::: DATA FOR REVIEW :::

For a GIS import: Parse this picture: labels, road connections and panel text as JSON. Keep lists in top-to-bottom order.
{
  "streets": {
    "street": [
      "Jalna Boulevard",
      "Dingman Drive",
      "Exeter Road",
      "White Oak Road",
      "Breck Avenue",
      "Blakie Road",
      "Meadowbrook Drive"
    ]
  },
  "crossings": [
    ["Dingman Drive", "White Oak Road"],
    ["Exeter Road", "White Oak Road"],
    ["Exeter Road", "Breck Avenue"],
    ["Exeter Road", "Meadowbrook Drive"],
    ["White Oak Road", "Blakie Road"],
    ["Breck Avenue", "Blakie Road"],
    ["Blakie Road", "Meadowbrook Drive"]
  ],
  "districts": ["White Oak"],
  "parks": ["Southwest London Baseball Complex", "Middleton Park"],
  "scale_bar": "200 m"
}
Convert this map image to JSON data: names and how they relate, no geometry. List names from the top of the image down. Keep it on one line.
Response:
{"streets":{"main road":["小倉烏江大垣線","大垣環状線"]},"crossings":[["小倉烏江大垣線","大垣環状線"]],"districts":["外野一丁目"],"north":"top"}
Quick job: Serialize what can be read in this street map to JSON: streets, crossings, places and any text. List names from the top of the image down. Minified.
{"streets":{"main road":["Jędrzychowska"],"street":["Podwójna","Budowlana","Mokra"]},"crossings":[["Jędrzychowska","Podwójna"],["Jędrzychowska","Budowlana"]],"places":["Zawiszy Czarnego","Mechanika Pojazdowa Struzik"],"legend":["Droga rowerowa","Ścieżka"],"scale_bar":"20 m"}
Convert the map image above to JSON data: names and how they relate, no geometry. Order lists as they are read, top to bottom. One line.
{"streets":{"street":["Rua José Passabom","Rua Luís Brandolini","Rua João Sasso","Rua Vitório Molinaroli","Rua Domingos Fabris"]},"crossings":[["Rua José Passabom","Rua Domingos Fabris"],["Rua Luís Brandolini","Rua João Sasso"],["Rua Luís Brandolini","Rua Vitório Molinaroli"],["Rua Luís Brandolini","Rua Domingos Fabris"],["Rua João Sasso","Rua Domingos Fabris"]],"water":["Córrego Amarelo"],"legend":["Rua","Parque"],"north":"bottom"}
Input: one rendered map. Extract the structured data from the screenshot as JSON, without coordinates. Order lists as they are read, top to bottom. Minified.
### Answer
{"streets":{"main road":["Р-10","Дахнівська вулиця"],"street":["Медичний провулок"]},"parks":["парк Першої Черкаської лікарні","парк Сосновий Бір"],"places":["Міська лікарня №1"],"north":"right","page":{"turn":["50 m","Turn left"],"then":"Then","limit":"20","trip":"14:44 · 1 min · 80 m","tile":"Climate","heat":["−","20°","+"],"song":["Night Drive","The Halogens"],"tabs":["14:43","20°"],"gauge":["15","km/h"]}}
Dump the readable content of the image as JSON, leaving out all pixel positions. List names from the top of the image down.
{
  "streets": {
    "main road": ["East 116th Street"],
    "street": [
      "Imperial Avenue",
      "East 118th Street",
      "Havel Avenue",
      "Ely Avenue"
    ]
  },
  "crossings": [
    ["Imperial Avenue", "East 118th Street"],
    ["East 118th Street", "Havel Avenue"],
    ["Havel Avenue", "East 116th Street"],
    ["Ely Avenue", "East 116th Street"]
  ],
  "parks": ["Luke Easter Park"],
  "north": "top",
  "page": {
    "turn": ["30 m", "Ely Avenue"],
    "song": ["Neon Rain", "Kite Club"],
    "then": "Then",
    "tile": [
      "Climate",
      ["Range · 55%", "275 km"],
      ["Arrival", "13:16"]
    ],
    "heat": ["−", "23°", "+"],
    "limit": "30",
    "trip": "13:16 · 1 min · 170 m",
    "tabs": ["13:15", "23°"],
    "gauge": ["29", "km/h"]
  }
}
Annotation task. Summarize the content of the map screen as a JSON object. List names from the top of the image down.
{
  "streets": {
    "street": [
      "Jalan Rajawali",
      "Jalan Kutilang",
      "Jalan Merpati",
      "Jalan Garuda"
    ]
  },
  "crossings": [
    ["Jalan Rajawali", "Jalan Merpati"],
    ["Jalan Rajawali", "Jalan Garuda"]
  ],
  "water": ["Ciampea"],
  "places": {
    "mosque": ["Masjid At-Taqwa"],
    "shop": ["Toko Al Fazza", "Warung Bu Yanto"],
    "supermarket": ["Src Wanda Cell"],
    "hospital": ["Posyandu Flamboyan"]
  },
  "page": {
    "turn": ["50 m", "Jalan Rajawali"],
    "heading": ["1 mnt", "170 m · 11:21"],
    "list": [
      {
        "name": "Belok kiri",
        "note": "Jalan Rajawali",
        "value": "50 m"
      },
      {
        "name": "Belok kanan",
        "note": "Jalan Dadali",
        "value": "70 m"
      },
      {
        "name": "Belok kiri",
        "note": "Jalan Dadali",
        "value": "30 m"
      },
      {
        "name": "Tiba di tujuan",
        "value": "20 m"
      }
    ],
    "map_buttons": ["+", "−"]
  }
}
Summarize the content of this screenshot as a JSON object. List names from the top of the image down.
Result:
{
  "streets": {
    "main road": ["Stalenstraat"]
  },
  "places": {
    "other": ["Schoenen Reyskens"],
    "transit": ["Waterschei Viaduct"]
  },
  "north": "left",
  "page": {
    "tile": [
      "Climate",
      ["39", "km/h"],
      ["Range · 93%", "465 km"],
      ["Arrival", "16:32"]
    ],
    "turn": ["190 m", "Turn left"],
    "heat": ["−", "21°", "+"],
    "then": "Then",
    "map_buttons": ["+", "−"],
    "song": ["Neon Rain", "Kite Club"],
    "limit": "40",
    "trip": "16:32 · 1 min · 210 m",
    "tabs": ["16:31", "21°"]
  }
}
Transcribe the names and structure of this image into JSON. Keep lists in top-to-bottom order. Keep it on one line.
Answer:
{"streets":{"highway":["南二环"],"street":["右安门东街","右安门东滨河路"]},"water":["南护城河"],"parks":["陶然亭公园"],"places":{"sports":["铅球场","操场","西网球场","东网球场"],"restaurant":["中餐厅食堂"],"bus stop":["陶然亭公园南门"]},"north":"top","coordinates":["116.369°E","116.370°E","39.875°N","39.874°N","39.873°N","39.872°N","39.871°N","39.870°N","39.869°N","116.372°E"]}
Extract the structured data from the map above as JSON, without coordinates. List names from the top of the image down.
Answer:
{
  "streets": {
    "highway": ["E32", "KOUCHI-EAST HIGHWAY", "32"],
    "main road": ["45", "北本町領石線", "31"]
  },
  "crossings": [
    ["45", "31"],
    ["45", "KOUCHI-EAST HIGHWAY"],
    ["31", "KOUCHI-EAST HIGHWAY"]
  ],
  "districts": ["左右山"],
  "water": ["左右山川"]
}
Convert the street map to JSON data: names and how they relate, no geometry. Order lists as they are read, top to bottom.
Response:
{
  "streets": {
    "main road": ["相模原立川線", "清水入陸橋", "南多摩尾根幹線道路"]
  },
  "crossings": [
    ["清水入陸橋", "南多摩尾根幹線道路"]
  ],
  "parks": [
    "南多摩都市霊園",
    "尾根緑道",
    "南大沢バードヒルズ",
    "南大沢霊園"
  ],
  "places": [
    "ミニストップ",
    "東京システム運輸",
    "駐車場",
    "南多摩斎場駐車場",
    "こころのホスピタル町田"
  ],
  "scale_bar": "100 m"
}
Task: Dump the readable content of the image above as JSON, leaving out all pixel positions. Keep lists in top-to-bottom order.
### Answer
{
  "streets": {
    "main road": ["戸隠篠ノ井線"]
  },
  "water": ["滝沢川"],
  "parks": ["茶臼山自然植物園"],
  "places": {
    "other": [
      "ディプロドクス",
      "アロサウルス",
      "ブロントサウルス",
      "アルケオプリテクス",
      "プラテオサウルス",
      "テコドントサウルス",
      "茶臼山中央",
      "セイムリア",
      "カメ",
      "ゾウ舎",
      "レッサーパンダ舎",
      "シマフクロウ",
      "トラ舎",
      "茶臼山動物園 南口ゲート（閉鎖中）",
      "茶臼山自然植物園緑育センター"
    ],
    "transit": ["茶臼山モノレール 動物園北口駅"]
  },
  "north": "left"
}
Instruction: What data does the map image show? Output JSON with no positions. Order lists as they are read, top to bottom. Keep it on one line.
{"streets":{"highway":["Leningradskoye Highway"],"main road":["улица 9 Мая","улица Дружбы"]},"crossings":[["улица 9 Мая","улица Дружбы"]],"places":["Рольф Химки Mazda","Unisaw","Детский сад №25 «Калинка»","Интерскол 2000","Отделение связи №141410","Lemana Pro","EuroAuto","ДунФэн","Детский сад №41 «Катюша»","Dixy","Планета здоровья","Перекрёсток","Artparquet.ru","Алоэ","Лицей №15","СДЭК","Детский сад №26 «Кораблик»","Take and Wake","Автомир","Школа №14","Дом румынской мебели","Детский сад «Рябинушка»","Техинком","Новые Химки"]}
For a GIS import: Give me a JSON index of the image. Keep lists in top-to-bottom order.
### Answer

:::

* REQUIRED WORK
Reply with nothing but the number of lines in the entries that include "structured".

* ANSWER FOR THE TASK
2